Italy’s Silvio Berlusconi has said that he would back his protégé Angelino Alfano to be the next prime minister if the centre-right coalition he leads wins next month’s general election.
“If we win as a coalition, and I am sure we will, we will indicate Angelino Alfano as candidate for prime minister,” Berlusconi told news channel SkyTG24 yesterday.
There have been weeks of uncertainty over whether Berlusconi is really running for prime minister or not and his comments have been highly ambiguous.
Berlusconi said his coalition ally, the populist Northern League party, agreed with the choice of Alfano, a former justice minister under Berlusconi.
Alfano, 42, is national secretary of Berlusconi’s People of Freedom party.

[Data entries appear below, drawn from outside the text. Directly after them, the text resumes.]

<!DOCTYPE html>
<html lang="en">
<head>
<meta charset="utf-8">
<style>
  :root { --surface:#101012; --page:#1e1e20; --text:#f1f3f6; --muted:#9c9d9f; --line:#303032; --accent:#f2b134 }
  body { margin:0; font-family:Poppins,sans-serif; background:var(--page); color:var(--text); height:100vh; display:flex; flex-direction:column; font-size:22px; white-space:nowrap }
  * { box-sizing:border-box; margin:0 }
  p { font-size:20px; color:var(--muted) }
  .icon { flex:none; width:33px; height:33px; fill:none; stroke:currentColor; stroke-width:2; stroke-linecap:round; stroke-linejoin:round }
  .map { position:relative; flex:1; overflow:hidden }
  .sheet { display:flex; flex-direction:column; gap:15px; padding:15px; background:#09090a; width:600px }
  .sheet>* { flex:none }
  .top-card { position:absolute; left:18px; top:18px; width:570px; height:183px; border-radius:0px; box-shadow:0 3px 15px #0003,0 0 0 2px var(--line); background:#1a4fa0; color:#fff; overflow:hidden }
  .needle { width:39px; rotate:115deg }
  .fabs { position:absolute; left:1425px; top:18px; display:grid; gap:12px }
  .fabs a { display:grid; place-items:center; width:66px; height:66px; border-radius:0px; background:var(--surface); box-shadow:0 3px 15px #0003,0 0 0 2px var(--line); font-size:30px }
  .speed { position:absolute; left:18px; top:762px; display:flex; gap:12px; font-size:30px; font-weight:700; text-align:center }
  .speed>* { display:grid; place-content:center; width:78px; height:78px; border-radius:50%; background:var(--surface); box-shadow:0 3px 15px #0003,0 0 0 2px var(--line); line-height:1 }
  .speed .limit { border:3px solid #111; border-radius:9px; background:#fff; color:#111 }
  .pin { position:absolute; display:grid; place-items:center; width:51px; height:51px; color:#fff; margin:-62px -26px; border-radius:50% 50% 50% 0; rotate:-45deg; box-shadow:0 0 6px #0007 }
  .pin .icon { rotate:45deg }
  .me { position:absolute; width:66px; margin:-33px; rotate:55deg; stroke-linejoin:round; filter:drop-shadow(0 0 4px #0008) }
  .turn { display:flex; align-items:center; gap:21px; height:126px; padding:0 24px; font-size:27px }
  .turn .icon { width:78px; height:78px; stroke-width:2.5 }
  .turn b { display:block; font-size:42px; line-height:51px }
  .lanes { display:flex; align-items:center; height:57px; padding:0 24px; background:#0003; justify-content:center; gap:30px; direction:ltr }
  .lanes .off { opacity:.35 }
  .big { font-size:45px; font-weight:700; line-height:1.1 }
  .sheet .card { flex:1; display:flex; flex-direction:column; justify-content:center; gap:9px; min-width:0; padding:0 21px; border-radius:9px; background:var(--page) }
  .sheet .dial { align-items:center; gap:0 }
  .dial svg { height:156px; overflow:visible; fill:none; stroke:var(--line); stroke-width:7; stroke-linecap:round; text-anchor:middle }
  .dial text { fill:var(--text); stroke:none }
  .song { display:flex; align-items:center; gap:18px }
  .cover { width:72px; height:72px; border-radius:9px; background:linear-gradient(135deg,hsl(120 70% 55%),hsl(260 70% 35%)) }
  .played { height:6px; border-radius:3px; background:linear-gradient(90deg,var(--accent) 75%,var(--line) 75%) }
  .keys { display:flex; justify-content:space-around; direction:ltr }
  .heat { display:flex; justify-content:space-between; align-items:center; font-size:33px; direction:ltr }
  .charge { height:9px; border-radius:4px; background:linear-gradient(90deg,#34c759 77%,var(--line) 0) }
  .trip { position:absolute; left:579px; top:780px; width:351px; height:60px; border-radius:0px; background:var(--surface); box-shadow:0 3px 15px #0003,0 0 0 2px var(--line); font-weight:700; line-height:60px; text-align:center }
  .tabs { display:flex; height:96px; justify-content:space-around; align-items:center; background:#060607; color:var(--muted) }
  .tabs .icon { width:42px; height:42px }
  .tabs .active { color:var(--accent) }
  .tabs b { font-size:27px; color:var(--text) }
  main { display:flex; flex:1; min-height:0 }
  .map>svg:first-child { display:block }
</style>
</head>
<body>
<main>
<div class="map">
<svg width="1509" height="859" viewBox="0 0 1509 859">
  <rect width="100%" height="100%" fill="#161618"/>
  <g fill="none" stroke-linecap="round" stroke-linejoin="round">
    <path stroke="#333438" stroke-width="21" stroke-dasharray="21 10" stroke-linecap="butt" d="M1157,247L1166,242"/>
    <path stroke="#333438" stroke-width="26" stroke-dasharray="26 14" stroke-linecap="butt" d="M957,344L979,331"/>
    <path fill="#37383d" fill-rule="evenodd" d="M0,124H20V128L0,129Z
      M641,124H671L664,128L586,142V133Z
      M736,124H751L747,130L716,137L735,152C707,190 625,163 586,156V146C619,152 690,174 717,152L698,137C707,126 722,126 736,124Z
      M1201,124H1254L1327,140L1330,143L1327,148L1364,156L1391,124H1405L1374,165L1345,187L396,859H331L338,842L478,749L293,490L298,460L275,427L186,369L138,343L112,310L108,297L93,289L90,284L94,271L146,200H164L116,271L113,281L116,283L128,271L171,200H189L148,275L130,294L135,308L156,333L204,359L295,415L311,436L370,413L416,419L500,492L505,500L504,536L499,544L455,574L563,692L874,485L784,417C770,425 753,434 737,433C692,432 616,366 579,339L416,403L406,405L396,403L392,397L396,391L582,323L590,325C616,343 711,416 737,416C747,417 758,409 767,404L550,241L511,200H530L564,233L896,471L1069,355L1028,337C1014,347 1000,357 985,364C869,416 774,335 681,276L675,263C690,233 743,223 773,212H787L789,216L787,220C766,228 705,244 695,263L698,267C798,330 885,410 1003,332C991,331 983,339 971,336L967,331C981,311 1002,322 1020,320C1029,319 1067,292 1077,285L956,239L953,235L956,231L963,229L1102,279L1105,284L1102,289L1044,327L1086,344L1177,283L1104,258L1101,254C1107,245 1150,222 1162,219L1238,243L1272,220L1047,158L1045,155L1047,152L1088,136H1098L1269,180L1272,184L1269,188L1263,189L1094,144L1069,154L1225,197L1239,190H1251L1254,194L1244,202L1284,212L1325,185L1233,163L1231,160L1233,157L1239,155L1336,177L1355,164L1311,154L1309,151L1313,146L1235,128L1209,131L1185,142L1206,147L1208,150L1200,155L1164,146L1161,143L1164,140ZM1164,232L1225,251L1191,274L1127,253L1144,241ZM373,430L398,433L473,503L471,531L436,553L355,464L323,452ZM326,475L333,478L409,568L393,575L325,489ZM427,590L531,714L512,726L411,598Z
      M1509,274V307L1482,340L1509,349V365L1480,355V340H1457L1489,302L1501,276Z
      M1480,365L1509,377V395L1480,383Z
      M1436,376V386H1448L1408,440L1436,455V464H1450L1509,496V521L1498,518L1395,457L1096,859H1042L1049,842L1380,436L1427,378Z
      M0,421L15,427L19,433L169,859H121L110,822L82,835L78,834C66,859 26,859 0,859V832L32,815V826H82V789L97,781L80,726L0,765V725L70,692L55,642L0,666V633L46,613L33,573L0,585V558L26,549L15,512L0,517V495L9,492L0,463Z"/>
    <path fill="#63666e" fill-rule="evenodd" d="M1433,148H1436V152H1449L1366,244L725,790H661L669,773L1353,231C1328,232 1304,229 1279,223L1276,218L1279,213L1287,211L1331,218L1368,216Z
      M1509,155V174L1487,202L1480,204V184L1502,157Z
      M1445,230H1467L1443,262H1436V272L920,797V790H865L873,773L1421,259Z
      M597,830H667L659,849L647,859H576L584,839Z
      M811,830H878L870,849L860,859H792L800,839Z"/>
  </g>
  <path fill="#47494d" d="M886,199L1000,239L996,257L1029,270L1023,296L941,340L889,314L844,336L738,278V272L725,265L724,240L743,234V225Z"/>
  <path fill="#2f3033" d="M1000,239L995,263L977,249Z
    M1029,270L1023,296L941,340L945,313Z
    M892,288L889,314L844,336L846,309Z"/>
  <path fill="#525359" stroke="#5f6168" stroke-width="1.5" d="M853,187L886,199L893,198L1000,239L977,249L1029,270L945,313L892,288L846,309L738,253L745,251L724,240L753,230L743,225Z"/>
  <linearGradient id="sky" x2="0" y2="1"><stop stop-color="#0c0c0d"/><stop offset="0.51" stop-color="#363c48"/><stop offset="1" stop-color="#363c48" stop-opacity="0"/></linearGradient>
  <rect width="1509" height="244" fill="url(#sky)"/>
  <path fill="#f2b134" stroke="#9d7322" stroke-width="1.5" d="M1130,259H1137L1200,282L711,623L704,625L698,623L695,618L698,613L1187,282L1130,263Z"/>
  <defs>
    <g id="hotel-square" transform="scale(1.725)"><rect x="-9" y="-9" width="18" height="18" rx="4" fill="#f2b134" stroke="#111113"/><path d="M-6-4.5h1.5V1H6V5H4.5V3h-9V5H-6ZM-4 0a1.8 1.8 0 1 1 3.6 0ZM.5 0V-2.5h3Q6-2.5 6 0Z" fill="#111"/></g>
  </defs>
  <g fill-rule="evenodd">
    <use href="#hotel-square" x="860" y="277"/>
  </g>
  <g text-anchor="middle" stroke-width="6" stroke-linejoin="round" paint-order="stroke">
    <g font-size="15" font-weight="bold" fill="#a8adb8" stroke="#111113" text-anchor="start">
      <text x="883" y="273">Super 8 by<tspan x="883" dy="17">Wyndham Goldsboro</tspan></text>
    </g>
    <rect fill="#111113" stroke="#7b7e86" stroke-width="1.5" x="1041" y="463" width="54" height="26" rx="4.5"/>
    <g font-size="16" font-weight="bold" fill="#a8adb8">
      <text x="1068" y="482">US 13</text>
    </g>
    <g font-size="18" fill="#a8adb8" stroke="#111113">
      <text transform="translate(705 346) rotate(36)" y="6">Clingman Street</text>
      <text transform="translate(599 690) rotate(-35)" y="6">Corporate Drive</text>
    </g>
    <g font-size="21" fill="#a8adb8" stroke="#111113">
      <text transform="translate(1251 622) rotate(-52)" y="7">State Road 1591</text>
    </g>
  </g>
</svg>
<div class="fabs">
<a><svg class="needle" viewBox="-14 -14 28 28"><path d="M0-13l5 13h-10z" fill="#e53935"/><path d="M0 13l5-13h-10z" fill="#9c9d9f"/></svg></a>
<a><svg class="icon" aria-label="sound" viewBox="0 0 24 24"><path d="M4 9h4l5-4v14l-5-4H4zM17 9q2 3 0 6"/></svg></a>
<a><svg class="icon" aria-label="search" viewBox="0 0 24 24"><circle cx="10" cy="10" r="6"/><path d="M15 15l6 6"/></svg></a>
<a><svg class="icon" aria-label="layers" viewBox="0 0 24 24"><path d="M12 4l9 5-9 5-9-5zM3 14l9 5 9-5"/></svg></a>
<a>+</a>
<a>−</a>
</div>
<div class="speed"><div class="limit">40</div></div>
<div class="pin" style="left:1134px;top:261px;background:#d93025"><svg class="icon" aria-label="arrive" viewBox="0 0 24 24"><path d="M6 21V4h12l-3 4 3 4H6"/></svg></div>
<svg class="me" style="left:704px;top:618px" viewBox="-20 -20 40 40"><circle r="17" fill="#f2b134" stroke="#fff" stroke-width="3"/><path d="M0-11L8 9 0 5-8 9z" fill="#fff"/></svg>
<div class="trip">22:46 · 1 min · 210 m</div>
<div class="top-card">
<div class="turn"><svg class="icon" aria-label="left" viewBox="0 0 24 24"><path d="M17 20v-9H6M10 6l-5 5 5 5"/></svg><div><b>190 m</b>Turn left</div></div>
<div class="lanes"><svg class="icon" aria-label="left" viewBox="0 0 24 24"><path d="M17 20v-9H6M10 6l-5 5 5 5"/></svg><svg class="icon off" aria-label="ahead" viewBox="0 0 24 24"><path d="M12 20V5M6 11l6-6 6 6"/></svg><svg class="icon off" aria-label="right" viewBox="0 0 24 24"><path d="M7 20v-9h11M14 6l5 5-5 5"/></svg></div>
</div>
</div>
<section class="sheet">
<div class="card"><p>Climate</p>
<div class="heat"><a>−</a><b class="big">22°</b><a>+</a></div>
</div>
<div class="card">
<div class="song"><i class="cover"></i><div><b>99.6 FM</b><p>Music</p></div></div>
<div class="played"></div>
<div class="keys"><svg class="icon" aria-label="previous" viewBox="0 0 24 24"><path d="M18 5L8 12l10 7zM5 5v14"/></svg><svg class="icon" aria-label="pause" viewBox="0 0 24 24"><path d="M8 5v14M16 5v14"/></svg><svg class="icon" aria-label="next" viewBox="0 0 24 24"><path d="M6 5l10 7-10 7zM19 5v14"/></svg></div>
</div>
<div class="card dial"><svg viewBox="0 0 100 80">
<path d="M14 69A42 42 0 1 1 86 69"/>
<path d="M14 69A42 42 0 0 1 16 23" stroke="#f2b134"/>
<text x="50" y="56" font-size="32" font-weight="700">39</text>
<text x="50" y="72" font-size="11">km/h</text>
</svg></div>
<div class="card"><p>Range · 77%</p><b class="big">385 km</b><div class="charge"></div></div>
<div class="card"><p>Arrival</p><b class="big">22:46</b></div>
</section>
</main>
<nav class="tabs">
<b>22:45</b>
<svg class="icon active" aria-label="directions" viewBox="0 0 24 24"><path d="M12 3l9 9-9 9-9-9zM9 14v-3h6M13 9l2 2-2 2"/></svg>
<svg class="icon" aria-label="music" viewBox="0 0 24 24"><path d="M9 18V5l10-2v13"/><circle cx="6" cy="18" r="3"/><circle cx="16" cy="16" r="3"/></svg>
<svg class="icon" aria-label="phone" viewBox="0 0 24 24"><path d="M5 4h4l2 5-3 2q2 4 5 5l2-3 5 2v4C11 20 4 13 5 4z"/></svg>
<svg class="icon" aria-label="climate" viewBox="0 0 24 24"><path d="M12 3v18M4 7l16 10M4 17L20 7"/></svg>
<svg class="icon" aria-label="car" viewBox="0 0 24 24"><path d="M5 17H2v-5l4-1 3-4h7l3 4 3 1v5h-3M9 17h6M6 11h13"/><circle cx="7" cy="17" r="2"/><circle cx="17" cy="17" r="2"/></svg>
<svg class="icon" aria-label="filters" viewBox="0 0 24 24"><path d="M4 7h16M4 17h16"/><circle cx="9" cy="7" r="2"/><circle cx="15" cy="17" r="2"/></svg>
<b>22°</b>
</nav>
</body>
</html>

In an earlier interview on yesterday, three-time prime minister Berlusconi said he would prefer being economy minister to being prime minister again.
The flamboyant billionaire announced his candidacy last month saying Prime Minister Mario Monti’s government had failed to restore the economy.
Monti, who leads a centrist coalition, earlier yesterday referred to Berlusconi as “a pied piper who leads the mice to drown in the river.
“He has already fooled Italians three times,” Monti said in an interview.
Monti was appointed by parliament in November 2011 following Berlusconi’s sudden resignation caused by a parliamentary revolt and a wave of panic on the financial markets that brought Italy to the brink of bankruptcy.